Spectral Filtering (spectralFilter.pre)


random-phase approximation, phase transition

Problem description

This simulation can be performed with a PSimBase license.

Spectral filtering to remove defects.

Input File Features

Files: spectralFilter.pre.

The variables in the Setup tab are

  • NX (Number of cells in the x-dir)
  • NY (Number of cells in the y-dir)
  • NZ (Number of cells in the z-dir)
  • fA (Length fraction of ‘A’ block)
  • fB (Length fraction of ‘B’ block)
  • chiNAB (Flory \(\chi N\) parameter between the two chemically distinct blocks)
  • CUTOFF_STRENGTH (Strength of the spectral filtering)

The following demonstrates the <Updater> block that implements spectral filtering. (See the bibliography for details). The main <EffHamil> block has a parameter ‘updaterSequence’ that specifies which <Updater> blocks should be applied

<EffHamil mainHamil>

  kind = canonicalMF
  updaterSequence = [wAwB specFilter]

  <Updater wAwB>
    kind = steepestDescent
    type = incompressible
    relaxlambdas = [0.20 0.10]
    noise = 0.02
    updatefields = [totStyrDens totEthyDens]
    interactions = [StyrEthy]

  <Updater specFilter>

    kind = multiSpecFilter
    fftKind = fftWObj

    applyFrequency = 200
    applyStart = 500
    applyEnd = ENDSTEPS
    updatefields = [totStyrDens totEthyDens]
    cutoffFactor = CUTOFF_STRENGTH
    specCellSizes = [4 4 1]


Note that the ‘specFilter’ block name must be set in the ‘updaterSequence’ name list.

Creating the run space

The Spectral Filtering example is accessed from within PSimComposer by the following actions:

  • Select the New from Template menu item in the File menu.
  • In the resulting New from Template window, select PSimBase and then press the arrow button to the left.
  • Select “Spectral Filtering” and press the Choose button.
  • In the resulting dialog, press the Save button to create a copy of this example in your run area.

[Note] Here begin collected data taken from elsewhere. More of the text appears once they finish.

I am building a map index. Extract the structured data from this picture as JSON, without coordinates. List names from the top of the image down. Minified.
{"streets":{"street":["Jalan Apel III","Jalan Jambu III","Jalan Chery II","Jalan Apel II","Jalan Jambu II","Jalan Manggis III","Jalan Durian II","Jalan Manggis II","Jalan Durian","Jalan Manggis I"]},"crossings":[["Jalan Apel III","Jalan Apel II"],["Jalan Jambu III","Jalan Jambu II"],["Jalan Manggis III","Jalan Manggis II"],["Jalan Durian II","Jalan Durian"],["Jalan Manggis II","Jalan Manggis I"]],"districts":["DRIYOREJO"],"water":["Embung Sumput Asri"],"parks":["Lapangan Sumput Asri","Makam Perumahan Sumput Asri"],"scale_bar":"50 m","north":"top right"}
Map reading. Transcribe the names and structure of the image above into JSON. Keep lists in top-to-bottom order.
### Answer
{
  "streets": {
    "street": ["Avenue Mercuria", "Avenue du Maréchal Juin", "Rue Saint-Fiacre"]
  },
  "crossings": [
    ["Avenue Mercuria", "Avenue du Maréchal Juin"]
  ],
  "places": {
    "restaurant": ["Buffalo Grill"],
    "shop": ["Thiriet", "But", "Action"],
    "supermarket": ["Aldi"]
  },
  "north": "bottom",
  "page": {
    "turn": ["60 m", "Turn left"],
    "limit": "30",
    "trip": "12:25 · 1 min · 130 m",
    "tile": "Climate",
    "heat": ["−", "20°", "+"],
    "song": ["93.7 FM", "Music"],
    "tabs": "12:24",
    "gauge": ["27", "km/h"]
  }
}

The basic variables of this problem should now be settable in text boxes in the right pane of the “Setup” window, as shown in Fig. 71.


Figure 71: Setup window for the Spectral Filtering example.

Running the simulation

After performing the above actions, continue as follows:

  • Press the Save And Setup button in the upper right corner.
  • Proceed to the run window as instructed by pressing the Run button in the left column of buttons.
  • Note: because the initial random state depends on the number of processors, the final simulation state can depend on the number of processors chosen if running in parallel. The results in this example are produced by running on two processors. The parallel run options can be accessed by going to the ‘MPI’ tab on the left side of the Run button window.
  • To run the file, click on the Run button in the upper right corner. of the window. You will see the output of the run in the right pane. The run has completed when you see the output, “Engine completed successfully.” This is shown in Fig. 72.

Figure 72: The Run window at the end of execution.

Visualizing the results

After performing the above actions, continue as follows:

  • Proceed to the Visualize window as instructed by pressing the Visualize button in the left column of buttons.
  • Press the “Open” button to begin visualizing.
  • Go to the Scalar Data in the CONTROLS panel on the left and press the arrow to the left
  • Check one of the MonomerDensity boxes (try the totEthyDens database) This selects all of the datafiles for this physical field ‘totEthyDens’. This first *h5 file will be shown first.
  • Move the Dump slider at the bottom of the window to the last position to see the final simulation state.

Figure 73: Visualization of Spectral Filter as a color contour plot.

The free-energy data shows large spikes when the spectral filter is applied. The iteration steps in between applications of the filter allow the system to relax to a new state. See the figure below as an example.


Figure 74: Visualization of Spectral Filter as a color contour plot.

Further Experiments

Change the filtering strength to see how this effects the number of defects at the end of the simulation.

Change the size of the blocks to see how defects for different morphologies are affected by spectral filtering.

Change the size of the system grid to see different numbers of defects at the beginning of the simulation.